RECORDED INFORMATION:
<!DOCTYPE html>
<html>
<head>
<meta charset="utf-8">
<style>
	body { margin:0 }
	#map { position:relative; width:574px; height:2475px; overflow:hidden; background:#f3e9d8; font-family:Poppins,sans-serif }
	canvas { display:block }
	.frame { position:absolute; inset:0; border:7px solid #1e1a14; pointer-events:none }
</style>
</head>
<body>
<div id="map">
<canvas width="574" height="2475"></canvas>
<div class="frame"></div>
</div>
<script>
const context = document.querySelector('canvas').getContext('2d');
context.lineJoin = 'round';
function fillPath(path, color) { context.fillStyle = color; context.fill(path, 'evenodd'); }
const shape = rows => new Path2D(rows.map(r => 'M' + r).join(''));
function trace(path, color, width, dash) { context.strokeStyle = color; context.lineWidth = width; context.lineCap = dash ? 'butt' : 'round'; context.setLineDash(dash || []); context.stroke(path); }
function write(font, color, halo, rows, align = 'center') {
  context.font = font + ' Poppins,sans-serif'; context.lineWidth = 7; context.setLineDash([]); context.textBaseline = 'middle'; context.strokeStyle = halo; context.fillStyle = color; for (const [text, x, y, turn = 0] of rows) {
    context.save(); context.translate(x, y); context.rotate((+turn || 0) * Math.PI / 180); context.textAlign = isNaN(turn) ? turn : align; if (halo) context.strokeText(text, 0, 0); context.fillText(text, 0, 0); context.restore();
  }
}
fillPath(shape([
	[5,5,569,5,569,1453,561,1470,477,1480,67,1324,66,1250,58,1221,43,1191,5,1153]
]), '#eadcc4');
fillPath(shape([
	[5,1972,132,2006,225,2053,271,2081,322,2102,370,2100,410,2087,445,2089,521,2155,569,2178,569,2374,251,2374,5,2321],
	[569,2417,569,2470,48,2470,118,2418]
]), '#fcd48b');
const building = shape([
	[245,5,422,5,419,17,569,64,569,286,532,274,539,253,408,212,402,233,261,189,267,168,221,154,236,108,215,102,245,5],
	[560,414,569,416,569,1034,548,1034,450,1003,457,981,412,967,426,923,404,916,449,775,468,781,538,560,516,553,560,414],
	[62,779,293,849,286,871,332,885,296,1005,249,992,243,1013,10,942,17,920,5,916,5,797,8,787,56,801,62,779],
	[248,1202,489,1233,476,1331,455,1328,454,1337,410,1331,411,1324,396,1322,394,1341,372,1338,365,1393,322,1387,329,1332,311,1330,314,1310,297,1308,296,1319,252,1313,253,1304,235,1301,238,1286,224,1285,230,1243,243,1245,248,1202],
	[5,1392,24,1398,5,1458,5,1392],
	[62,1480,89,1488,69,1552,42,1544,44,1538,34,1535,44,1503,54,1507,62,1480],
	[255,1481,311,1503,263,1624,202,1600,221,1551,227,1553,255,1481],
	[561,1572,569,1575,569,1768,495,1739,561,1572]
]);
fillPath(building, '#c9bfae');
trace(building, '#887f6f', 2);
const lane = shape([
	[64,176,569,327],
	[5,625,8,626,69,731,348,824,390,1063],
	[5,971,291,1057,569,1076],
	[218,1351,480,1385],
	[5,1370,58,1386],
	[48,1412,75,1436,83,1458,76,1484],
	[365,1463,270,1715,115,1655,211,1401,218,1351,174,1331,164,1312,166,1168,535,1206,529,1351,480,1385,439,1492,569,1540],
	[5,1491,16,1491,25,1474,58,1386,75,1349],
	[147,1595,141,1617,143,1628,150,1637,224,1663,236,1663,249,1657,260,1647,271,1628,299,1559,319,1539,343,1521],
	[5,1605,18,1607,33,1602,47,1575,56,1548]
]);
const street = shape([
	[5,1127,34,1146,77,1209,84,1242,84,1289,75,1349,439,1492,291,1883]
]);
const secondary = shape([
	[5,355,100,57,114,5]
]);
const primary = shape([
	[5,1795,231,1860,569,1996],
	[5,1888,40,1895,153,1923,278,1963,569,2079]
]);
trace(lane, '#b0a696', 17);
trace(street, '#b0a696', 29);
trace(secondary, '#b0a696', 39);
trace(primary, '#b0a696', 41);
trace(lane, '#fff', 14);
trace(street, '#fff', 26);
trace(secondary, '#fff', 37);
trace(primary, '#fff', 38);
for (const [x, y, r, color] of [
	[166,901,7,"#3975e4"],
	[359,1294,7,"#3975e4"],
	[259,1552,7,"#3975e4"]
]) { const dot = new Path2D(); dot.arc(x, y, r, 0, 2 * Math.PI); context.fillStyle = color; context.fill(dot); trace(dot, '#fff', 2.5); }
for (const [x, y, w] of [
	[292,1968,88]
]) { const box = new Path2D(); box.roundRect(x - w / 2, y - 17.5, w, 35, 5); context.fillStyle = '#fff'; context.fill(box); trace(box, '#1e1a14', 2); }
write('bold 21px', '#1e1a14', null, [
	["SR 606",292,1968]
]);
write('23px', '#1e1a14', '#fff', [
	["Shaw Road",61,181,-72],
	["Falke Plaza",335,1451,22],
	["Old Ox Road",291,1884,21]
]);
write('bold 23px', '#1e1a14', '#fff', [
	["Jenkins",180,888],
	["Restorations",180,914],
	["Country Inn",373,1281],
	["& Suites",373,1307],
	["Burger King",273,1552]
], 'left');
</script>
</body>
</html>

YOUR TASK: Reproduce, with no other lines, the one containing "for (const [x, y, w]" and all lines after it through the end of the data above.

WRITTEN RESPONSE:
for (const [x, y, w] of [
	[292,1968,88]
]) { const box = new Path2D(); box.roundRect(x - w / 2, y - 17.5, w, 35, 5); context.fillStyle = '#fff'; context.fill(box); trace(box, '#1e1a14', 2); }
write('bold 21px', '#1e1a14', null, [
	["SR 606",292,1968]
]);
write('23px', '#1e1a14', '#fff', [
	["Shaw Road",61,181,-72],
	["Falke Plaza",335,1451,22],
	["Old Ox Road",291,1884,21]
]);
write('bold 23px', '#1e1a14', '#fff', [
	["Jenkins",180,888],
	["Restorations",180,914],
	["Country Inn",373,1281],
	["& Suites",373,1307],
	["Burger King",273,1552]
], 'left');
</script>
</body>
</html>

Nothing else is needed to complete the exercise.